U.S. law enforcement authorities have launched a nationwide manhunt to identify and arrest insurrectionists that broke into and vandalized the U.S. Capitol Building in Washington D.C. Wednesday in an attempted coup d'état instigated by President Donald Trump.

The capital's Metropolitan Police Department (DC Police) on Thursday announced the arrests of 68 persons. Of those arrested so far, only one is a resident of Washington D.C.

These people took part in an insurrection by a violent pro-Trump mob that wanted to prevent the U.S. Congress from counting and formally certifying the Electoral College victory of Joe Biden as the 46th President of the United States. Congress, however, certified Biden's victory early Thursday morning after it members went into hiding for six hours to escape the Trump mob.

As of Friday, some 40 of these 68 people were charged in D.C. Superior Court in connection with the insurrection. Offenses levied against them include unlawful entry, curfew violations and firearms-related crimes. In addition, 13 people were charged with federal crimes.

DC Police also said they're tracking down 36 more individuals. Those being sought for arrest include White supremacists and conspiracy theorists.

Police released 26 pages of photos of insurrectionists wanted for "Unlawful entry." Other charges involve inciting a riot and weapons violations.

Among those already identified are Jake Angeli of Arizona, who calls himself the "QAnon shaman," and whose horned buffalo costume and half-naked attire made him easily recognizable. Another is Richard "Bigo" Barnett of Arkansas who was quickly identified by his local news station as the man seated on House Speaker Nancy Pelosi's chair in her office. Barnett was arrested Thursday.

"We still have a significant amount of work ahead of us to identify and hold each and every one of the violent mob accountable for their violent actions," said DC Police chief Robert Contee.

Six legislators from the Republican Party admitted to joining the violent protests that led to the deaths of five people, including a Capitol Police officer who died Thursday at a hospital after falling unconscious from his injuries. Police officer Brian D. Sicknick died from a stroke after being struck on the head by a metal fire extinguisher.

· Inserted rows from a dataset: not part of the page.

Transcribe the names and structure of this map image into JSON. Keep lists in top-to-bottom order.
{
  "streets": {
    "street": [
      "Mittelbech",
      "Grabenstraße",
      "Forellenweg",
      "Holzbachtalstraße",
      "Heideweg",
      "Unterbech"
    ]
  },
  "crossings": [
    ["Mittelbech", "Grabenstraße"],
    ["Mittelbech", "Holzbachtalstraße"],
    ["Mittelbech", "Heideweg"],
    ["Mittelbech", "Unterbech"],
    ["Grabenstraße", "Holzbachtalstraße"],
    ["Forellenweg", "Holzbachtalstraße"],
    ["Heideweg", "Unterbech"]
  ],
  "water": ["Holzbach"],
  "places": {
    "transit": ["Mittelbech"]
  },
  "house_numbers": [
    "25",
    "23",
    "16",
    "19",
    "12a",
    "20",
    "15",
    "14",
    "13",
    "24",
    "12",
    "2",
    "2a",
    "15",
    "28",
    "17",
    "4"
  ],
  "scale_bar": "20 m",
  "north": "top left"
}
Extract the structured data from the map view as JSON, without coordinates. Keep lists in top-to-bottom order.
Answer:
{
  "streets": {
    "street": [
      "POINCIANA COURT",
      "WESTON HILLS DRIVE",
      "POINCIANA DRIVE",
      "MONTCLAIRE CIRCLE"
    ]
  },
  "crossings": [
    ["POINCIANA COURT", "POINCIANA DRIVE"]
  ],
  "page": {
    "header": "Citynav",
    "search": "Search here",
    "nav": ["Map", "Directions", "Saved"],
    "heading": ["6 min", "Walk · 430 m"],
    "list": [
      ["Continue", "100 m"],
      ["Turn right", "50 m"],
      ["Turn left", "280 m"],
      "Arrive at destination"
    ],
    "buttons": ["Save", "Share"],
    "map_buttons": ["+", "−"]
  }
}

On the other hand, DC Police shot a killed Ashli Babbitt, a U.S. Air Force veteran and ardent Trump supporter. She was shot dead after entering the Capitol building.  Three other people died in "medical emergencies" after the riot.

One of these GOP lawmakers, Rep. Terri Lynn Weaver from Tennessee, boasted in a tweet she was "in the thick of it" with "a whole heck of a lot of patriots" before the storming the Capitol.

"Epic and historic day gathering with fellow Patriots from all over the nation," she tweeted.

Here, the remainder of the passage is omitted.